Stored dataset items
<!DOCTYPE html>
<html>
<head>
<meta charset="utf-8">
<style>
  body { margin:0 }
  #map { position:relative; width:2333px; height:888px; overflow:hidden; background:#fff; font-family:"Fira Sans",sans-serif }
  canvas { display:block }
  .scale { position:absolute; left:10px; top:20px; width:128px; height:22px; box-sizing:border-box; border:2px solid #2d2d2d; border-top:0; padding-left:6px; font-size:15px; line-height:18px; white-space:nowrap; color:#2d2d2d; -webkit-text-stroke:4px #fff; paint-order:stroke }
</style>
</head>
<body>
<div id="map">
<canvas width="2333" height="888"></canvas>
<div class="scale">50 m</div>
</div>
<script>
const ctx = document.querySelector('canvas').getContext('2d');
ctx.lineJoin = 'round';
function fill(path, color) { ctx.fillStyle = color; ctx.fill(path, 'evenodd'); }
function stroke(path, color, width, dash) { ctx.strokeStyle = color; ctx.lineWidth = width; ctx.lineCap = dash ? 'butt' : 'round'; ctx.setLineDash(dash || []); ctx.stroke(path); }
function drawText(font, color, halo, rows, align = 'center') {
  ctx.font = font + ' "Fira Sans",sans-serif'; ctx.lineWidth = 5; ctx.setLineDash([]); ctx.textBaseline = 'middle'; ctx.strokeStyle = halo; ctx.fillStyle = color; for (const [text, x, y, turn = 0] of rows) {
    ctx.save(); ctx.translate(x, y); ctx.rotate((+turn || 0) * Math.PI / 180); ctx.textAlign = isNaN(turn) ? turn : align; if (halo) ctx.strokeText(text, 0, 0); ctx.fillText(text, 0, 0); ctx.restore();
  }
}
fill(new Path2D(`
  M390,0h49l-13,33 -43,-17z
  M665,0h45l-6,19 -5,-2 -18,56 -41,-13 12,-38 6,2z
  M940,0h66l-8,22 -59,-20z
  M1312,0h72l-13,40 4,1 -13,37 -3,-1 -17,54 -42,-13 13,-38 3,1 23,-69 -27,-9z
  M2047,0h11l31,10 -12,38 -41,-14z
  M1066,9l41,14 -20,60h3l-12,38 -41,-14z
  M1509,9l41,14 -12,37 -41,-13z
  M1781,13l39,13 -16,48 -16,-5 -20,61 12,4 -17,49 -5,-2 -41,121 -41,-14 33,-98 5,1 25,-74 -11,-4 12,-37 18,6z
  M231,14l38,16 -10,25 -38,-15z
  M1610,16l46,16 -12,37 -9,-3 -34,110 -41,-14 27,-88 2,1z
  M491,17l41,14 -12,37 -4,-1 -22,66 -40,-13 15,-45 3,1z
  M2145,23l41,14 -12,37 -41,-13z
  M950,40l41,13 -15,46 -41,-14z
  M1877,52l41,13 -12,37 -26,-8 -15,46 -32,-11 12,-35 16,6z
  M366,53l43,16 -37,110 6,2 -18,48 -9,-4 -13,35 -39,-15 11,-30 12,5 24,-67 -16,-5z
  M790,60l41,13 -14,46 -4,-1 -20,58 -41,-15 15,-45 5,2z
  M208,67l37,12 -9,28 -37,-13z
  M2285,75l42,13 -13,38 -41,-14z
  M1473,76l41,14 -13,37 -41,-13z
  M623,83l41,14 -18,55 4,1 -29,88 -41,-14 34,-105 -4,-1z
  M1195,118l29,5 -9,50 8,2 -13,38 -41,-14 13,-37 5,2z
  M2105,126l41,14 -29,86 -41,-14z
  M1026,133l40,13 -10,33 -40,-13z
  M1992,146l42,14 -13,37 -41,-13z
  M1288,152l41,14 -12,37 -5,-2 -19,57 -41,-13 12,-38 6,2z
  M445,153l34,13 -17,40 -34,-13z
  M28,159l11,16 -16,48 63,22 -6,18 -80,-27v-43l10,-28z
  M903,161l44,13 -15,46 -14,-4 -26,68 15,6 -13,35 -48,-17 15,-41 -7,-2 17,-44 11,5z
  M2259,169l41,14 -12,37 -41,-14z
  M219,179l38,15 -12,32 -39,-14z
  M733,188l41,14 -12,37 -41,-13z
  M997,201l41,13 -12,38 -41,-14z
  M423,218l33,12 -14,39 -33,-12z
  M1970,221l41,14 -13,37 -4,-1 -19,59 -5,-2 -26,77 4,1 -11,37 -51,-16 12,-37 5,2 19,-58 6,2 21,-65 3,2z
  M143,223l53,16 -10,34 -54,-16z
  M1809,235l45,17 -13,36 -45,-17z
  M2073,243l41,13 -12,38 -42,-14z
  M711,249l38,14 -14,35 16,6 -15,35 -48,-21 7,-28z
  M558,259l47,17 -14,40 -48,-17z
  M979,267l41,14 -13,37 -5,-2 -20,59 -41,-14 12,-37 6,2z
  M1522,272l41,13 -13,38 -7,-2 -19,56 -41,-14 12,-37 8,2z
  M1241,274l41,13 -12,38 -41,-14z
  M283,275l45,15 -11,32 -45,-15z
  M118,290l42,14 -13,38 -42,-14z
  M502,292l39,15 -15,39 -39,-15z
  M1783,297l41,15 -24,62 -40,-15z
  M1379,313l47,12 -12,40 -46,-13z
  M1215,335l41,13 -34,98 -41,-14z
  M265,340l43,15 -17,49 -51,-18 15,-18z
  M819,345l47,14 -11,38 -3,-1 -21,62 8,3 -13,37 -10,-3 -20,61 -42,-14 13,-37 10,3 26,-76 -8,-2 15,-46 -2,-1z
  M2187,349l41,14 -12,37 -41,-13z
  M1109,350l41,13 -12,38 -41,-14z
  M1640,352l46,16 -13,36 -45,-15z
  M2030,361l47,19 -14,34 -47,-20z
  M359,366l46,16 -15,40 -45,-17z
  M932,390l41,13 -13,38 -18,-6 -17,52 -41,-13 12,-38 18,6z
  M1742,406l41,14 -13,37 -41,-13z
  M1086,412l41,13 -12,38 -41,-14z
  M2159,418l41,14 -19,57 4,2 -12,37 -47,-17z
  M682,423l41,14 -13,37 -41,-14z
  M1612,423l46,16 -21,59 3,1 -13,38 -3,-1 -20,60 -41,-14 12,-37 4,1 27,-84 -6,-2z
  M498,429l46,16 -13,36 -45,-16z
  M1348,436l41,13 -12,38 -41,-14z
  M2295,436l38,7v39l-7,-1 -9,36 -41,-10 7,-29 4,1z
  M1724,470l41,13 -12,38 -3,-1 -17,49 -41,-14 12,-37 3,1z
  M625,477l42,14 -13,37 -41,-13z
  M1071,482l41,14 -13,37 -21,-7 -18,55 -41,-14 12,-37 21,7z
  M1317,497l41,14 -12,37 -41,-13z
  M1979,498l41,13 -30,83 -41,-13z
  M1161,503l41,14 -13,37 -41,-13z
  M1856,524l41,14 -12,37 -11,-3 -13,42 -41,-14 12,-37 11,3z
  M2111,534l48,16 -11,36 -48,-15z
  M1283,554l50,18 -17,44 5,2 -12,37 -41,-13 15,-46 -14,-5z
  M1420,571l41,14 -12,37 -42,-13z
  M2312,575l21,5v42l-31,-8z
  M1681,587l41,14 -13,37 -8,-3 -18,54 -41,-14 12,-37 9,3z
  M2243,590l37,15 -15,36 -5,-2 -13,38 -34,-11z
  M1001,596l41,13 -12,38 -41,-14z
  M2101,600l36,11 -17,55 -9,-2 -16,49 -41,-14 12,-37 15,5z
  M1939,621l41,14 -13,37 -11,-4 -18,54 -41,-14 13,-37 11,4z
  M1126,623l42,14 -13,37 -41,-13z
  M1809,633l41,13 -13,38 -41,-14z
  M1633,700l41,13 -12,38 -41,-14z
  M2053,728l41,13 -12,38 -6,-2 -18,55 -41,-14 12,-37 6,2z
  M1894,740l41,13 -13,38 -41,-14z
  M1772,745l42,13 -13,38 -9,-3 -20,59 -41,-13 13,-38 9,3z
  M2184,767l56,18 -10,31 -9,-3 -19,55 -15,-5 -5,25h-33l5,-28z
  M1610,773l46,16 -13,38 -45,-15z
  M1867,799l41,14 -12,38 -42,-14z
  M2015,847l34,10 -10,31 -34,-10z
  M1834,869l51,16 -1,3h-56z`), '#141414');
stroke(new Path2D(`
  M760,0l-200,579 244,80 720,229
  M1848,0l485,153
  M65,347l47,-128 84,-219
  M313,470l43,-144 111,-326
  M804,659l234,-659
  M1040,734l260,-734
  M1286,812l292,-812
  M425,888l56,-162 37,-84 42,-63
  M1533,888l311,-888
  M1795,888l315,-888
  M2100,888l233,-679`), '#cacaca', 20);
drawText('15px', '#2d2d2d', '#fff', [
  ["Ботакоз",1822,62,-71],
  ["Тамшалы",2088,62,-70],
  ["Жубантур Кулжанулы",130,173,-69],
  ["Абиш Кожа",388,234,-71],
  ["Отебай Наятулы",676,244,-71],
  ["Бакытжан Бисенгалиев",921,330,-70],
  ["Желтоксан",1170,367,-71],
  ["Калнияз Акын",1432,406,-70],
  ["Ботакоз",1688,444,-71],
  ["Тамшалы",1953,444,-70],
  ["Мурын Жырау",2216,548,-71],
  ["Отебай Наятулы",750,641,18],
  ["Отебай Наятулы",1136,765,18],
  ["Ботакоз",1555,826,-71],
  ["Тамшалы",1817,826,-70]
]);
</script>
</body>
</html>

TASK ITEM
In the data above, how many lines contain the word "color"? Write the number only.

OUTPUT FOR THIS EXERCISE
5